Volkswagen has recently reached an agreement with its workers that will enable the company's flagship brand to save up to 4 billion euros ($4.37 billion) next year through workforce reductions. The German carmaker plans to decrease administrative staff costs at the Volkswagen brand by 20%, as part of its comprehensive restructuring strategy aimed at cutting group costs by EUR10 billion. This move forms part of the brand's goal to achieve a 6.5% profitability target by 2026 and contribute earnings of EUR10 billion by the same year.
A key aspect of the agreement is that Volkswagen has committed to avoiding any compulsory redundancies until 2029. Instead, the company will expand its partial retirement plan to include staff born in 1967 and maintain a hiring freeze. Volkswagen has not set a specific number of job reductions, but rather intends to meet the 20% savings target.

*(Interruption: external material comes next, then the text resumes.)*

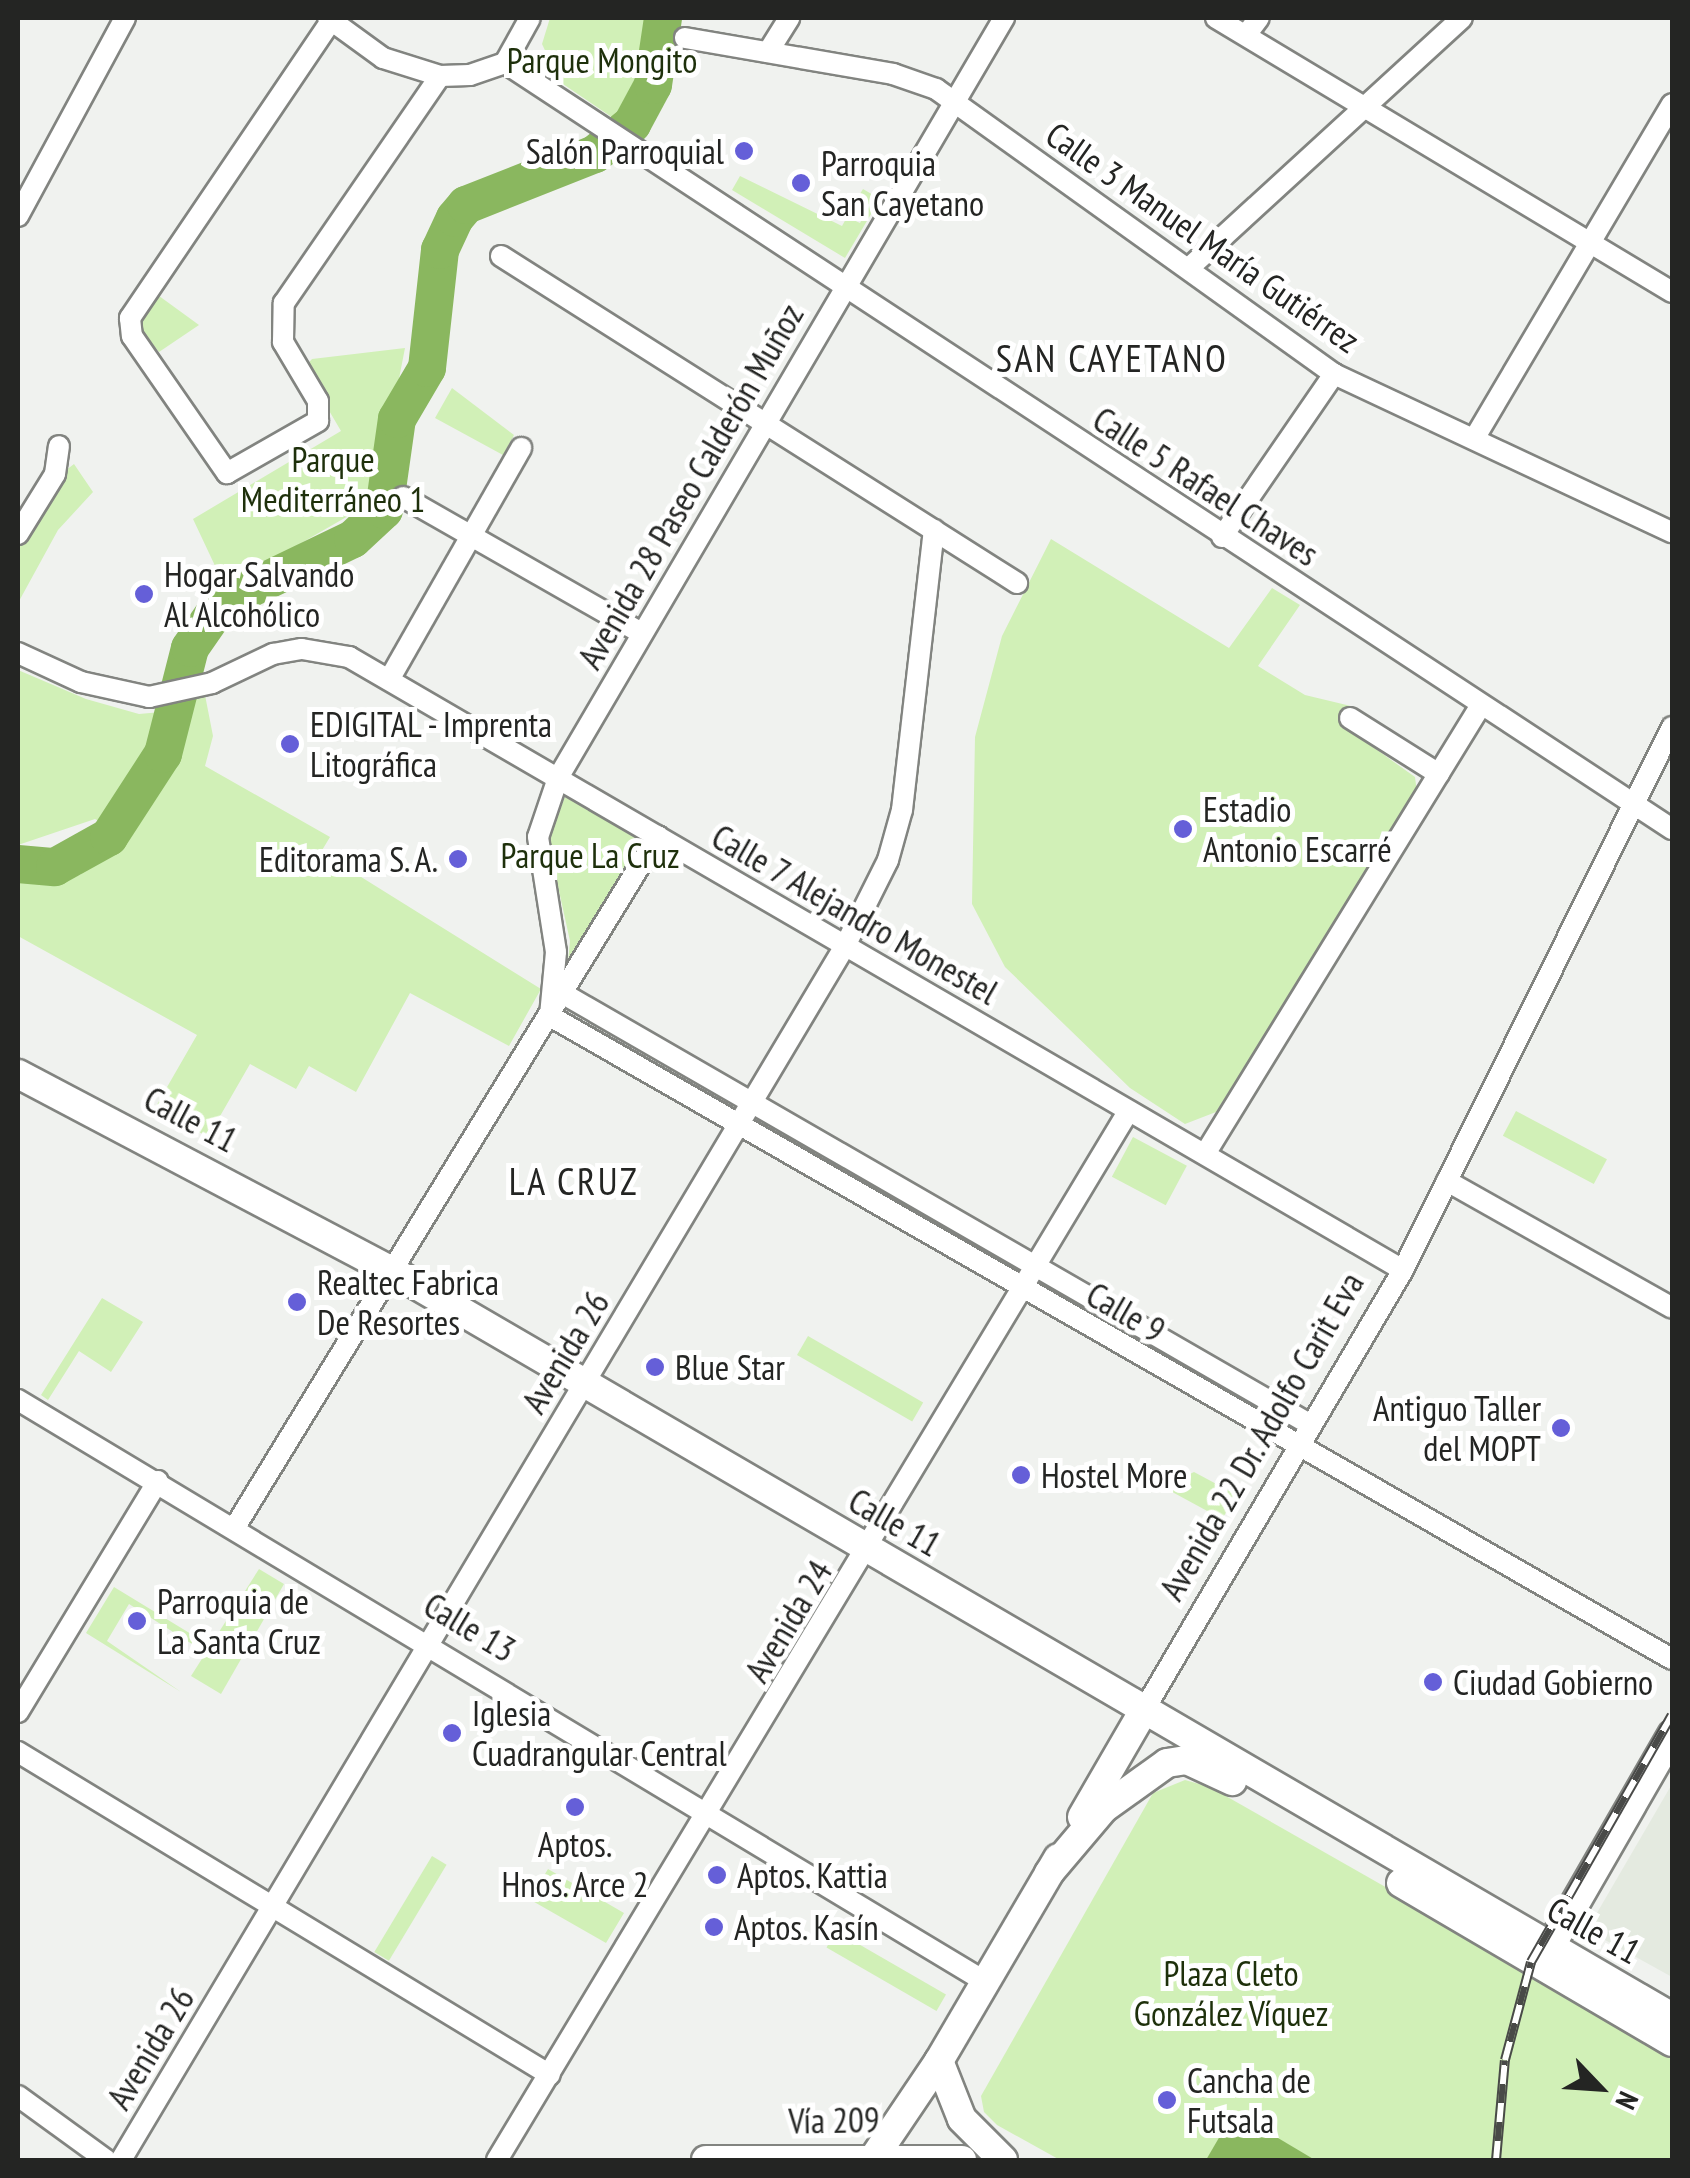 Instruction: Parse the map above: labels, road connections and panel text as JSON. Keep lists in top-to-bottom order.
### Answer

The implementation of staff reductions is scheduled to begin in January, along with other measures such as the streamlining of development times and improvements in procurement processes.
For Volkswagen, high labor costs have long been a significant challenge. Reports of the job-reduction scheme last month prompted analysts to emphasize the urgency for cost-cutting measures at the company. However, progress on this front has been slow, leading to tough negotiations with labor unions.
According to consensus estimates provided by FactSet, analysts anticipate that the Volkswagen brand's earnings before interest and taxes (EBIT) will reach EUR3.06 billion this year, followed by a decline to EUR2.28 billion in 2024. In comparison, the brand achieved EBIT of EUR2.65 billion last year.
Meanwhile, it is worth noting that this development occurs in parallel with the United Auto Workers union's efforts to recruit workers at Volkswagen's Tennessee plant in the United States for the purpose of unionization and securing higher wages.